Saved data entries
════════

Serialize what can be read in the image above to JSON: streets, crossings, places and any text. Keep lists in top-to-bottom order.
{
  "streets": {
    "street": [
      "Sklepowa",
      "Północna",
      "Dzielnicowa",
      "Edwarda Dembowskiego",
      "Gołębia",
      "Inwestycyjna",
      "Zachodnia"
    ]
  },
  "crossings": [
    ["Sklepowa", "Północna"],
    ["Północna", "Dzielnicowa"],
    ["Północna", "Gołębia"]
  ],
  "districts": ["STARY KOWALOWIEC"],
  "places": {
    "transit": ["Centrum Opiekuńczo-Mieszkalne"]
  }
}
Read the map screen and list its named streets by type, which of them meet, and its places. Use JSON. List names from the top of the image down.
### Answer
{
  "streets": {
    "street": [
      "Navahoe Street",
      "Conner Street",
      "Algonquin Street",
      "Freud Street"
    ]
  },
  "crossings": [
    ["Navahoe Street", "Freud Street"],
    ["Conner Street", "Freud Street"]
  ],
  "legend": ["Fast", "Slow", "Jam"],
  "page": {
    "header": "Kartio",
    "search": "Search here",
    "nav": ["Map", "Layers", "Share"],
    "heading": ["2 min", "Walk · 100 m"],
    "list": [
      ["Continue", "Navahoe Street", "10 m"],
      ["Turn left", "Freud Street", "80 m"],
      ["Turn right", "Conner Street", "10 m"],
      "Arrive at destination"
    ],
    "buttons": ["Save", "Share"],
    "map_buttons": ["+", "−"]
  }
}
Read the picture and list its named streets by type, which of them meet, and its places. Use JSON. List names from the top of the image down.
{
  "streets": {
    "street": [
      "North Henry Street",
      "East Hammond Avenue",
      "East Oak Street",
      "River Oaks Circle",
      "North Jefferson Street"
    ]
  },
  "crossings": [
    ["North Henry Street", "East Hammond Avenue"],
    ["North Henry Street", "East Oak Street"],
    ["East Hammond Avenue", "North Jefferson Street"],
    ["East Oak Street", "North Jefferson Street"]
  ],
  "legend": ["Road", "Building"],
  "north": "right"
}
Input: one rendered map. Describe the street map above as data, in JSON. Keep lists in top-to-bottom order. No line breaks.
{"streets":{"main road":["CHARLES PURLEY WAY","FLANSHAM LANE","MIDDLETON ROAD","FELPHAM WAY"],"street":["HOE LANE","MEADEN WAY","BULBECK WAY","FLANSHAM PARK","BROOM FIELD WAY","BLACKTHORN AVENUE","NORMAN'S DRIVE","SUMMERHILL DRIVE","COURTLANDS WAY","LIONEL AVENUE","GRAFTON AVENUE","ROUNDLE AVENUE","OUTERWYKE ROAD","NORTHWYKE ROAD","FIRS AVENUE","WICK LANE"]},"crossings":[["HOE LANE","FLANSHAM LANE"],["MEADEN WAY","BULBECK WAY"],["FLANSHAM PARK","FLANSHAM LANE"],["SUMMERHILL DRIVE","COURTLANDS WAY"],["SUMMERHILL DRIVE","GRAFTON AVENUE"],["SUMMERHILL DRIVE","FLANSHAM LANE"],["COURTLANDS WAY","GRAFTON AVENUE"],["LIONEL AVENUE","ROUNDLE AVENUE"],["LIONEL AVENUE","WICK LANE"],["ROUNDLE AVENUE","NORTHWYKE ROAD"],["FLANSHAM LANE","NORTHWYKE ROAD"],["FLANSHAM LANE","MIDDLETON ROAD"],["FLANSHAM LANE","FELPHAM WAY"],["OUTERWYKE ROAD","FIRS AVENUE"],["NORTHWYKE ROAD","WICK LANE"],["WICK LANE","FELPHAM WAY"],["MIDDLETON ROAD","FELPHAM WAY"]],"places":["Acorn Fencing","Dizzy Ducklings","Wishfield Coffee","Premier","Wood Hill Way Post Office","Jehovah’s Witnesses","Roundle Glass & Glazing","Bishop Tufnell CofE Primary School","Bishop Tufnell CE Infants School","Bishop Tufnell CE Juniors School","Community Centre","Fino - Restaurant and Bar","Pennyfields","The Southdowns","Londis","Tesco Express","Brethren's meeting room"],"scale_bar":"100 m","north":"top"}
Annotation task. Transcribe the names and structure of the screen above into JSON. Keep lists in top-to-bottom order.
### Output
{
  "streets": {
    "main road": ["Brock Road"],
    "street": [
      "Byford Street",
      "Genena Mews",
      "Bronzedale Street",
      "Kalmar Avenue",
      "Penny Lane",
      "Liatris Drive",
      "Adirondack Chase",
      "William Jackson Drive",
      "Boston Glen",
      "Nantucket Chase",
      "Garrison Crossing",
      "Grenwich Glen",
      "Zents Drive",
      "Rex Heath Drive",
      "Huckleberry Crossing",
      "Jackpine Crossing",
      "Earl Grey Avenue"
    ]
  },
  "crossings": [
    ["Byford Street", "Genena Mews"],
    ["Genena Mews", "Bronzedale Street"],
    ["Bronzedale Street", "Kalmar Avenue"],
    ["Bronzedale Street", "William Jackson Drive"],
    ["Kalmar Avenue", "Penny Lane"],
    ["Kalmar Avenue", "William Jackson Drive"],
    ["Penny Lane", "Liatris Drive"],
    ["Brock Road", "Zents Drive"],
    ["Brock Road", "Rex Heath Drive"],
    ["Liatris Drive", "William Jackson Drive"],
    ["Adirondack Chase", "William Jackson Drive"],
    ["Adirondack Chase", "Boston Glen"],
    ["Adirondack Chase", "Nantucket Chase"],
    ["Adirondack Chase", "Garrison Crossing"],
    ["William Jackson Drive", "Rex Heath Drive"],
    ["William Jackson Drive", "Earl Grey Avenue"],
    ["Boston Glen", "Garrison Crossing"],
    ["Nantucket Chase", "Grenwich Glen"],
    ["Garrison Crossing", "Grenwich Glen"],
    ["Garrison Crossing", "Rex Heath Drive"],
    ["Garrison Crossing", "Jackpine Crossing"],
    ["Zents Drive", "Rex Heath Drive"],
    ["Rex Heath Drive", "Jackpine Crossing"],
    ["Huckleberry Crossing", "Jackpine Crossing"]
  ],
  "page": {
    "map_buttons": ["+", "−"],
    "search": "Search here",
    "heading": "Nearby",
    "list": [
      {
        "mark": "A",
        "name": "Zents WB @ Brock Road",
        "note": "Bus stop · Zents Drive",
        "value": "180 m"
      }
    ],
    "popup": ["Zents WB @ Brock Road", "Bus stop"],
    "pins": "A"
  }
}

════════

_Task_: The whole block of data above should be printed again verbatim.

_Written solution_:
Serialize what can be read in the image above to JSON: streets, crossings, places and any text. Keep lists in top-to-bottom order.
{
  "streets": {
    "street": [
      "Sklepowa",
      "Północna",
      "Dzielnicowa",
      "Edwarda Dembowskiego",
      "Gołębia",
      "Inwestycyjna",
      "Zachodnia"
    ]
  },
  "crossings": [
    ["Sklepowa", "Północna"],
    ["Północna", "Dzielnicowa"],
    ["Północna", "Gołębia"]
  ],
  "districts": ["STARY KOWALOWIEC"],
  "places": {
    "transit": ["Centrum Opiekuńczo-Mieszkalne"]
  }
}
Read the map screen and list its named streets by type, which of them meet, and its places. Use JSON. List names from the top of the image down.
### Answer
{
  "streets": {
    "street": [
      "Navahoe Street",
      "Conner Street",
      "Algonquin Street",
      "Freud Street"
    ]
  },
  "crossings": [
    ["Navahoe Street", "Freud Street"],
    ["Conner Street", "Freud Street"]
  ],
  "legend": ["Fast", "Slow", "Jam"],
  "page": {
    "header": "Kartio",
    "search": "Search here",
    "nav": ["Map", "Layers", "Share"],
    "heading": ["2 min", "Walk · 100 m"],
    "list": [
      ["Continue", "Navahoe Street", "10 m"],
      ["Turn left", "Freud Street", "80 m"],
      ["Turn right", "Conner Street", "10 m"],
      "Arrive at destination"
    ],
    "buttons": ["Save", "Share"],
    "map_buttons": ["+", "−"]
  }
}
Read the picture and list its named streets by type, which of them meet, and its places. Use JSON. List names from the top of the image down.
{
  "streets": {
    "street": [
      "North Henry Street",
      "East Hammond Avenue",
      "East Oak Street",
      "River Oaks Circle",
      "North Jefferson Street"
    ]
  },
  "crossings": [
    ["North Henry Street", "East Hammond Avenue"],
    ["North Henry Street", "East Oak Street"],
    ["East Hammond Avenue", "North Jefferson Street"],
    ["East Oak Street", "North Jefferson Street"]
  ],
  "legend": ["Road", "Building"],
  "north": "right"
}
Input: one rendered map. Describe the street map above as data, in JSON. Keep lists in top-to-bottom order. No line breaks.
{"streets":{"main road":["CHARLES PURLEY WAY","FLANSHAM LANE","MIDDLETON ROAD","FELPHAM WAY"],"street":["HOE LANE","MEADEN WAY","BULBECK WAY","FLANSHAM PARK","BROOM FIELD WAY","BLACKTHORN AVENUE","NORMAN'S DRIVE","SUMMERHILL DRIVE","COURTLANDS WAY","LIONEL AVENUE","GRAFTON AVENUE","ROUNDLE AVENUE","OUTERWYKE ROAD","NORTHWYKE ROAD","FIRS AVENUE","WICK LANE"]},"crossings":[["HOE LANE","FLANSHAM LANE"],["MEADEN WAY","BULBECK WAY"],["FLANSHAM PARK","FLANSHAM LANE"],["SUMMERHILL DRIVE","COURTLANDS WAY"],["SUMMERHILL DRIVE","GRAFTON AVENUE"],["SUMMERHILL DRIVE","FLANSHAM LANE"],["COURTLANDS WAY","GRAFTON AVENUE"],["LIONEL AVENUE","ROUNDLE AVENUE"],["LIONEL AVENUE","WICK LANE"],["ROUNDLE AVENUE","NORTHWYKE ROAD"],["FLANSHAM LANE","NORTHWYKE ROAD"],["FLANSHAM LANE","MIDDLETON ROAD"],["FLANSHAM LANE","FELPHAM WAY"],["OUTERWYKE ROAD","FIRS AVENUE"],["NORTHWYKE ROAD","WICK LANE"],["WICK LANE","FELPHAM WAY"],["MIDDLETON ROAD","FELPHAM WAY"]],"places":["Acorn Fencing","Dizzy Ducklings","Wishfield Coffee","Premier","Wood Hill Way Post Office","Jehovah’s Witnesses","Roundle Glass & Glazing","Bishop Tufnell CofE Primary School","Bishop Tufnell CE Infants School","Bishop Tufnell CE Juniors School","Community Centre","Fino - Restaurant and Bar","Pennyfields","The Southdowns","Londis","Tesco Express","Brethren's meeting room"],"scale_bar":"100 m","north":"top"}
Annotation task. Transcribe the names and structure of the screen above into JSON. Keep lists in top-to-bottom order.
### Output
{
  "streets": {
    "main road": ["Brock Road"],
    "street": [
      "Byford Street",
      "Genena Mews",
      "Bronzedale Street",
      "Kalmar Avenue",
      "Penny Lane",
      "Liatris Drive",
      "Adirondack Chase",
      "William Jackson Drive",
      "Boston Glen",
      "Nantucket Chase",
      "Garrison Crossing",
      "Grenwich Glen",
      "Zents Drive",
      "Rex Heath Drive",
      "Huckleberry Crossing",
      "Jackpine Crossing",
      "Earl Grey Avenue"
    ]
  },
  "crossings": [
    ["Byford Street", "Genena Mews"],
    ["Genena Mews", "Bronzedale Street"],
    ["Bronzedale Street", "Kalmar Avenue"],
    ["Bronzedale Street", "William Jackson Drive"],
    ["Kalmar Avenue", "Penny Lane"],
    ["Kalmar Avenue", "William Jackson Drive"],
    ["Penny Lane", "Liatris Drive"],
    ["Brock Road", "Zents Drive"],
    ["Brock Road", "Rex Heath Drive"],
    ["Liatris Drive", "William Jackson Drive"],
    ["Adirondack Chase", "William Jackson Drive"],
    ["Adirondack Chase", "Boston Glen"],
    ["Adirondack Chase", "Nantucket Chase"],
    ["Adirondack Chase", "Garrison Crossing"],
    ["William Jackson Drive", "Rex Heath Drive"],
    ["William Jackson Drive", "Earl Grey Avenue"],
    ["Boston Glen", "Garrison Crossing"],
    ["Nantucket Chase", "Grenwich Glen"],
    ["Garrison Crossing", "Grenwich Glen"],
    ["Garrison Crossing", "Rex Heath Drive"],
    ["Garrison Crossing", "Jackpine Crossing"],
    ["Zents Drive", "Rex Heath Drive"],
    ["Rex Heath Drive", "Jackpine Crossing"],
    ["Huckleberry Crossing", "Jackpine Crossing"]
  ],
  "page": {
    "map_buttons": ["+", "−"],
    "search": "Search here",
    "heading": "Nearby",
    "list": [
      {
        "mark": "A",
        "name": "Zents WB @ Brock Road",
        "note": "Bus stop · Zents Drive",
        "value": "180 m"
      }
    ],
    "popup": ["Zents WB @ Brock Road", "Bus stop"],
    "pins": "A"
  }
}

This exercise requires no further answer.